** Directions **
Go through the records and show each line where the word "rows" occurs.

[Start of section]

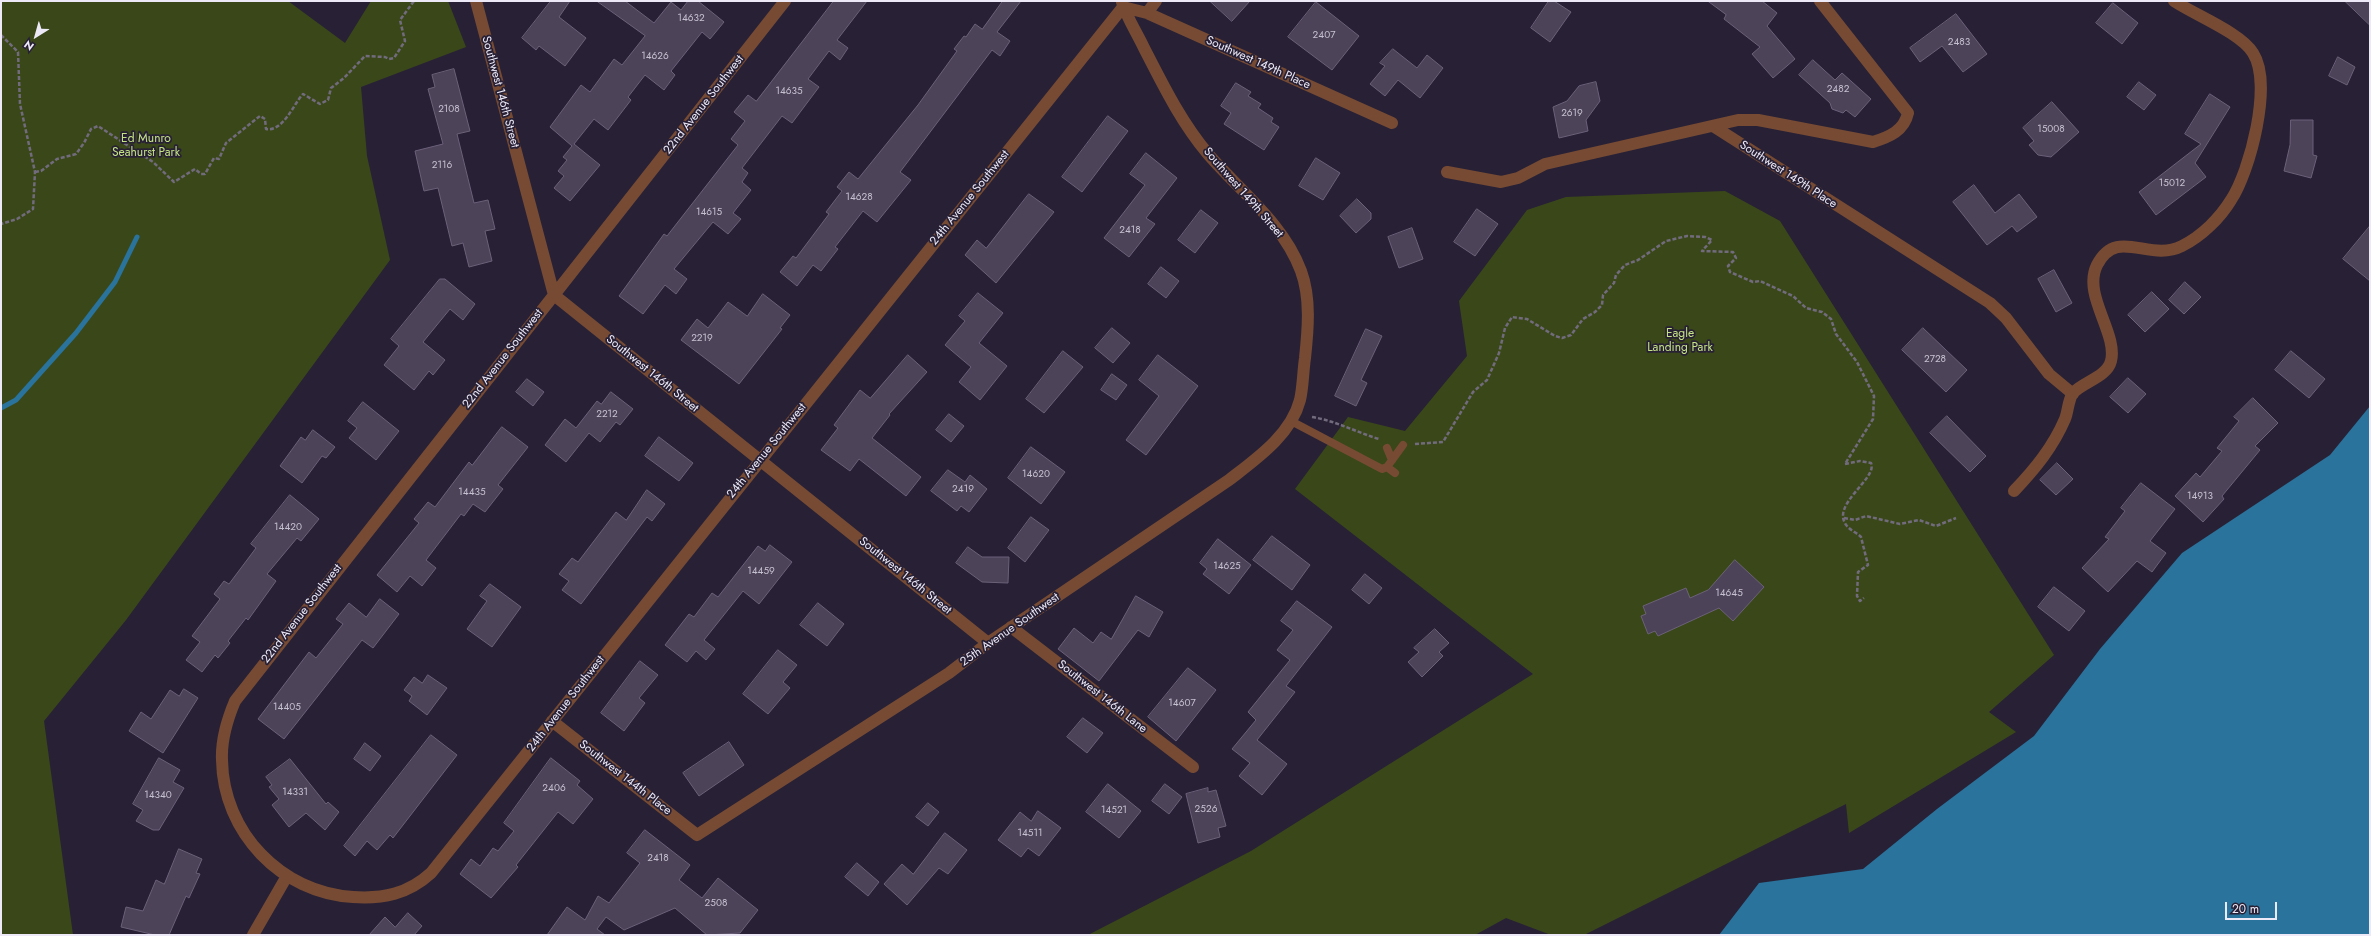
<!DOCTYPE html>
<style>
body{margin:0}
#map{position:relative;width:2371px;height:936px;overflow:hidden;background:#282136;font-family:Jost,sans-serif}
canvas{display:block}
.frame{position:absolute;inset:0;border:2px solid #ede9f7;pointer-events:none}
.north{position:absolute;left:16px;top:16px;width:40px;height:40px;-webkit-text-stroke:3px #282136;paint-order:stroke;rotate:217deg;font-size:11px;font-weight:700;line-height:16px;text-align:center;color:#ede9f7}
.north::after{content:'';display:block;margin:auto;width:14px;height:18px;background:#ede9f7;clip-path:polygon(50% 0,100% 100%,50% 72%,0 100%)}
.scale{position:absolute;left:2225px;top:902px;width:52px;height:18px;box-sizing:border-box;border:2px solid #ede9f7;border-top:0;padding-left:5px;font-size:12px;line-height:14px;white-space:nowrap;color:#ede9f7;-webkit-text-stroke:3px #282136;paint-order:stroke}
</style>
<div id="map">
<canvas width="2371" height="936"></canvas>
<div class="frame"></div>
<div class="north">N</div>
<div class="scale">20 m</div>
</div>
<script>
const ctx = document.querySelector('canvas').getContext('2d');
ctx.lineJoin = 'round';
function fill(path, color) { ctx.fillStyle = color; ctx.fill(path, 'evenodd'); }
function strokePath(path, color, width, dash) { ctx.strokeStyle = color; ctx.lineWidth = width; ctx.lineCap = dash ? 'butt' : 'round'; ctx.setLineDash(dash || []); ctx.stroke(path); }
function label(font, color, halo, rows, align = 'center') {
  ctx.font = font + ' Jost,sans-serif'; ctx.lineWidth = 3.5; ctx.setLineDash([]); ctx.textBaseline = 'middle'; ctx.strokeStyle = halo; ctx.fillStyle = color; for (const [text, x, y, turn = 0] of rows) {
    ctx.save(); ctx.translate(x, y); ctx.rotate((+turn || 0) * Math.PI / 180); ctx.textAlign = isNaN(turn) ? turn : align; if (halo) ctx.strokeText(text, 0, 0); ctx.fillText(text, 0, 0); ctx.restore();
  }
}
fill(new Path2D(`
 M1 1H288L345 43 371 1H448L466 47 361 87 367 156 390 260 126 620 44 721 73 935H1Z
 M1725 191 1780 221 2054 655 1989 712 2016 732 1849 833 1846 804 1584 935H1551L1506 918 1475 935H1088L1251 851 1533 674 1295 489 1348 417 1405 431 1467 356 1459 301 1527 210 1566 197Z`), '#3a4819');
fill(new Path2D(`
 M2370 406V935H1719L1759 883 1863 869 1937 809 2034 736 2100 649 2182 553 2330 455Z`), '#2a739c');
strokePath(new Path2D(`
 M1 408 16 400 76 333 115 282 137 237`), '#2a739c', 5);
const building = new Path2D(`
 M551 1H570L559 17 586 38 565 66 539 46 536 50 522 38Z
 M597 1H625L654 23 671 2 681 10 688 1H698L724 22 710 39 702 32 671 71 675 75 664 90 645 75 628 97 631 100 608 130 594 119 574 144 600 165 570 201 554 188 564 176 558 171 567 160 563 157 572 146 550 127 581 85 590 92 614 59 622 65 645 36Z
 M834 1H867L837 40 848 48 840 60 829 51 808 79 819 87 792 123 782 116 742 168 748 173 742 182 751 190 733 213 741 219 728 234 713 222 674 269 687 279 676 294 665 285 643 314 619 296 664 234 667 236 738 145 731 139 745 121 734 112 748 95 756 101Z
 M1003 1H1021L997 32 1010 41 1000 56 992 50 900 172 911 180 877 222 863 211 835 247 838 249 821 271 813 265 797 286 780 272 793 256 796 258 829 214 826 212 842 191 837 187 849 172 858 179 918 105 957 51 954 49 964 36 966 37 975 24 982 29Z
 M1210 1H1250L1232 21Z
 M1549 1H1554L1571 12 1550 42 1531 28Z
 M1708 1H1762L1777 13 1767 26 1795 59 1773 78 1752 54 1760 47 1724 19 1726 15Z
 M2345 1H2370V25Z
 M1316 2 1359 36 1332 70 1288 37Z
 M2113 3 2138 23 2122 44 2096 23Z
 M1956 14 1987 54 1963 72 1942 46 1920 62 1910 48Z
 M1393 49 1417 68 1427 55 1443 68 1420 98 1398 80 1385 96 1370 84 1385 66 1380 63Z
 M2338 57 2355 67 2347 85 2329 76Z
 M1813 60 1835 80 1842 73 1871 99 1855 117 1846 110 1843 113 1832 109 1830 103 1799 75Z
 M454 69 470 131 457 134 474 203 488 200 495 229 485 231 492 261 469 267 463 243 452 246 438 188 424 191 415 151 443 144 428 89 435 87 432 75Z
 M1596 82 1600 101 1586 120 1588 131 1559 138 1553 107 1567 101 1579 86Z
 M2139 82 2156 95 2144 110 2127 97Z
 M1236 83 1251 92 1248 96 1261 104 1258 108 1273 118 1271 122 1279 127 1264 150 1224 124 1231 113 1221 106Z
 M2210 94 2230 107 2195 163 2206 177 2156 215 2139 192 2201 144 2185 134Z
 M2052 102 2079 132 2051 157 2038 155 2029 145 2034 141 2023 128Z
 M1108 116 1128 131 1082 192 1062 177Z
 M2291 120H2313V155L2317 156 2311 178 2284 171 2290 145Z
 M1146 153 1177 178 1146 218 1155 224 1129 257 1104 238 1145 185 1130 174Z
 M1316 158 1340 173 1323 200 1299 186Z
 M1974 185 1995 213 2019 194 2037 217 2017 232 2012 226 1987 245 1953 202Z
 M1029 194 1054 212 996 283 965 255 977 240 986 248Z
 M1357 199 1371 213V219L1356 233 1340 216Z
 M1477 209 1498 224 1475 256 1454 242Z
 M1201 210 1218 223 1195 253 1178 240Z
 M2370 226V281L2343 259Z
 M1412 228 1423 259 1399 268 1388 237Z
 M1161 267 1179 281 1166 298 1148 284Z
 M2054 270 2072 303 2056 312 2038 279Z
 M440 279H445L475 304 463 320 450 309 423 342 445 360 433 375 429 371 414 390 384 365 399 346 391 339Z
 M2185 282 2201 297 2184 314 2169 300Z
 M2152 292 2169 309 2145 332 2128 315Z
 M978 293 1003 313 979 343 1007 366 980 400 959 382 971 367 945 345 965 321 959 316Z
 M763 294 790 315 780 328 782 329 739 384 681 340 697 319 708 328 728 302 747 316Z
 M1112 328 1130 343 1113 363 1095 348Z
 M1923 328 1967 370 1946 392 1902 350Z
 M1366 329 1382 336 1361 380 1367 383 1356 406 1335 396Z
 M1063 351 1083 367 1044 413 1026 399Z
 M2291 351 2325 379 2309 398 2275 370Z
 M908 355 927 372 889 414 890 415 872 438 921 477 906 496 859 459 850 471 821 450 838 428 834 425 860 390 870 398Z
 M1158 355 1198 386 1146 455 1126 440 1159 396 1139 380Z
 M1112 374 1127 385 1116 400 1101 390Z
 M2128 378 2146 394 2128 413 2110 397Z
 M527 379 544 392 533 406 516 392Z
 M611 392 633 409 620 425 616 422 600 442 589 433 566 462 545 445 565 419 576 428 597 401 601 404Z
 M2253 398 2278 423 2255 446 2260 450 2222 496 2224 499 2203 522 2175 496 2196 473 2200 477 2222 451 2217 448 2239 421 2234 417Z
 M363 402 399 431 376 460 349 438 357 428 348 421Z
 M949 414 964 426 951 442 936 430Z
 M1947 416 1986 456 1970 472 1930 433Z
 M502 427 528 447 498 485 503 489 485 512 473 504 464 516 461 514 426 560 436 568 422 586 410 576 397 592 377 575 419 523 414 519 428 502 435 507 469 462 472 465Z
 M313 430 335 447 326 458 322 456 302 483 280 466 301 437 305 440Z
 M659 437 693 463 679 481 645 456Z
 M1031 447 1065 472 1041 504 1008 478Z
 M2057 463 2073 479 2056 495 2040 480Z
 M948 470 965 482 970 475 987 489 969 512 961 506 957 511 931 491Z
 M2141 483 2175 509 2150 541 2166 553 2152 572 2137 561 2108 592 2082 568 2109 539 2105 537 2125 511 2121 508Z
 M647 490 665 504 652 521 647 517 581 604 562 590 569 581 559 574 572 558 578 562 616 512 626 520Z
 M290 495 319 519 301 541 297 538 267 574 276 581 248 620 246 618 228 641 230 643 218 658 215 655 202 672 186 660 200 642 192 636 220 599 214 594 224 581 229 584 256 548 251 544Z
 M1031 517 1049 530 1025 562 1008 548Z
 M1272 536 1310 565 1292 590 1253 560Z
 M1218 539 1251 565 1229 594 1203 574 1207 569 1200 563Z
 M770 545 792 562 759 604 743 591 704 640 715 649 706 660 696 651 687 662 665 645 689 614 694 617 712 593 718 597 758 546 765 551Z
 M968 547 982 557H1009L1008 583 982 582 956 563Z
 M1735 560 1764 587 1733 621 1719 608 1658 636 1655 631 1648 634 1641 616 1646 614 1643 606 1686 588 1690 598 1708 590Z
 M1365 574 1382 588 1369 604 1352 590Z
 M490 584 521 607 492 647 467 629 487 601 480 596Z
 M2054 587 2085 611 2069 631 2038 607Z
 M1136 596 1163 612 1149 637 1138 630 1099 681 1058 649 1074 628 1093 643 1101 632 1111 639Z
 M380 599 399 614 373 648 362 640 284 739 258 719 309 652 316 658 343 624 336 619 349 603 366 617Z
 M1297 601 1332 627 1286 686 1295 692 1257 740 1287 764 1262 795 1239 776 1250 763 1232 749 1256 720 1248 712 1290 660 1277 650 1293 630 1281 621Z
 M818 603 844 624 827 646 800 625Z
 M1435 629 1449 643 1439 652 1443 656 1422 677 1408 662 1419 652 1414 648Z
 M778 650 797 665 783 682 790 688 768 714 743 694Z
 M640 661 658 675 639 698 645 703 624 731 601 713Z
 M1188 668 1216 690 1176 741 1148 717Z
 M428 675 447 688 427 715 409 701 412 696 404 690 414 677 422 683Z
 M184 689 198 698 163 753 129 731 141 712 151 719 170 690 179 696Z
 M1083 718 1103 733 1087 753 1067 737Z
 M431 735 457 755 393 838 390 835 377 850 367 841 355 856 344 846Z
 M729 742 744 765 699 796 683 773Z
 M365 743 381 756 370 771 354 759Z
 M159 758 180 770 173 782 184 788 159 830H153L136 821 143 810 133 804Z
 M551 758 580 781 577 785 593 799 573 824 558 812 516 865 518 867 491 898 460 874 471 859 480 866 493 848 498 851 514 831 504 823Z
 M290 759 326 804 328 802 339 812 325 830 306 813 289 827 272 805 279 799 269 787 272 785 266 777Z
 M1108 784 1141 811 1119 838 1086 812Z
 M1165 784 1182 797 1169 814 1152 801Z
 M1208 788V792L1216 790 1226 826 1218 828 1220 837 1198 843 1186 794Z
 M928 803 939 812 928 826 916 817Z
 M1038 811 1061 828 1039 856 1028 848 1021 857 998 840 1020 812 1031 821Z
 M645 830 690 865 679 880 702 898 718 878 758 910 740 933 707 935 675 908 624 930 606 917 597 929 605 935H547L567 907 585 920 598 896 609 903 640 863 627 853Z
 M945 833 967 850 948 874 939 868 907 905 884 884 902 864 913 874Z
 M179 849 202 859 196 873 200 874 189 898 186 896 169 935H155L121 927 126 907 143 911 156 880 164 884Z
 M857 863 879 882 868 896 845 877Z
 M408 913 422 926 414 935H369L385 917 395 927Z`);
fill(building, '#4d4359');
strokePath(building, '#6b6178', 1);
strokePath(new Path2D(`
 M1 35 18 52 20 104 35 172 33 209 17 219 1 224
 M35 172 41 171 57 159 76 154 84 143 91 129 98 126 153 162 174 182 195 169 201 174H205L214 158 219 159 226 143 260 116 265 119 266 129C283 132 293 105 303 94L320 104 328 100 331 88 344 78 365 56 385 57 389 59 394 58 405 41 400 20 414 1
 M1312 417C1336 421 1356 432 1379 439
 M1415 444 1443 442 1473 392 1487 380 1499 353 1505 328 1512 317 1527 319 1555 336 1562 338 1571 335 1583 319 1595 312 1602 305 1603 295 1614 283 1616 275 1625 265 1638 260 1666 241 1687 236 1705 237 1712 240 1702 251 1733 252 1736 258 1728 266 1730 272 1753 282 1760 281 1793 296 1806 308 1822 312 1831 319 1836 334 1857 362 1874 396 1873 419 1845 464
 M1845 464 1860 461 1871 463C1878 479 1829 505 1847 526 1850 530 1857 533 1861 537L1868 565 1858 572 1857 596 1860 601 1864 598
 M1844 518 1855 520 1866 516 1900 524 1919 520 1936 526 1956 518`), '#716b7d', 2.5, [4, 2]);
strokePath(new Path2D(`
 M1291 421 1382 469 1387 467 1403 445
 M1387 448 1392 460
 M1387 467 1395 473`), '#774b33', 8);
strokePath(new Path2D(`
 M476 1 554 295 988 643
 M785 1 235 701C227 720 221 739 222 760 223 832 281 893 353 897 383 899 408 894 431 873L1123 7 1147 13 1392 123
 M1147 13 1156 1
 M1713 126 1990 303 2006 318 2049 374 2073 394
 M1447 172 1501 182 1518 178 1545 164 1738 120H1758L1873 142C1889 137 1904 131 1908 113L1820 1
 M2014 491C2035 469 2053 447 2065 419 2068 412 2068 400 2073 393 2083 382 2107 377 2111 361 2118 333 2082 295 2097 265 2117 226 2149 263 2182 246 2202 236 2220 218 2231 200 2250 171 2273 84 2253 53 2241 33 2195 15 2174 1
 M1011 627 1193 767
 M552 721 697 835 949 673 988 643 1229 480C1256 459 1291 435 1300 400 1303 387 1303 372 1305 358 1308 330 1311 298 1301 271 1284 224 1240 191 1208 154 1181 122 1163 85 1144 48 1137 33 1127 18 1122 2
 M253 935 287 876`), '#774b33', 12);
label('10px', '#c5c0d0', null, [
 ["14632",691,19],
 ["2407",1324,36],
 ["2483",1959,43],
 ["14626",655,57],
 ["2482",1838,90],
 ["14635",789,92],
 ["2108",449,110],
 ["2619",1572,114],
 ["15008",2051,130],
 ["2116",442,166],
 ["15012",2172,184],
 ["14628",859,198],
 ["14615",709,213],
 ["2418",1130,231],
 ["2219",702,339],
 ["2728",1935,360],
 ["2212",607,415],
 ["14620",1036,475],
 ["2419",963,490],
 ["14435",472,493],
 ["14913",2200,497],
 ["14420",288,528],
 ["14625",1227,567],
 ["14459",761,572],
 ["14645",1729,594],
 ["14607",1182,704],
 ["14405",287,708],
 ["2406",554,789],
 ["14331",295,793],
 ["14340",158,796],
 ["2526",1206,810],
 ["14521",1114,811],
 ["14511",1030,834],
 ["2418",658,859],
 ["2508",716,904]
]);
label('12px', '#ede9f7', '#282136', [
 ["Southwest 149th Place",1258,63,24],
 ["Southwest 146th Street",500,92,75],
 ["22nd Avenue Southwest",704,105,-52],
 ["Southwest 149th Place",1788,175,33],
 ["Southwest 149th Street",1243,193,49],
 ["24th Avenue Southwest",970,198,-51],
 ["22nd Avenue Southwest",503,359,-52],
 ["Southwest 146th Street",652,374,39],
 ["24th Avenue Southwest",767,451,-51],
 ["Southwest 146th Street",905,576,39],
 ["22nd Avenue Southwest",302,614,-52],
 ["25th Avenue Southwest",1010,630,-35],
 ["Southwest 146th Lane",1102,697,38],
 ["24th Avenue Southwest",566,704,-52],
 ["Southwest 144th Place",625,778,38]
]);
label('12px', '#c4e383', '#282136', [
 ["Ed Munro",146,139],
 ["Seahurst Park",146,153],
 ["Eagle",1680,334],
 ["Landing Park",1680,348]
]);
</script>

[End of section]

** Exercise response **
function label(font, color, halo, rows, align = 'center') {
  ctx.font = font + ' Jost,sans-serif'; ctx.lineWidth = 3.5; ctx.setLineDash([]); ctx.textBaseline = 'middle'; ctx.strokeStyle = halo; ctx.fillStyle = color; for (const [text, x, y, turn = 0] of rows) {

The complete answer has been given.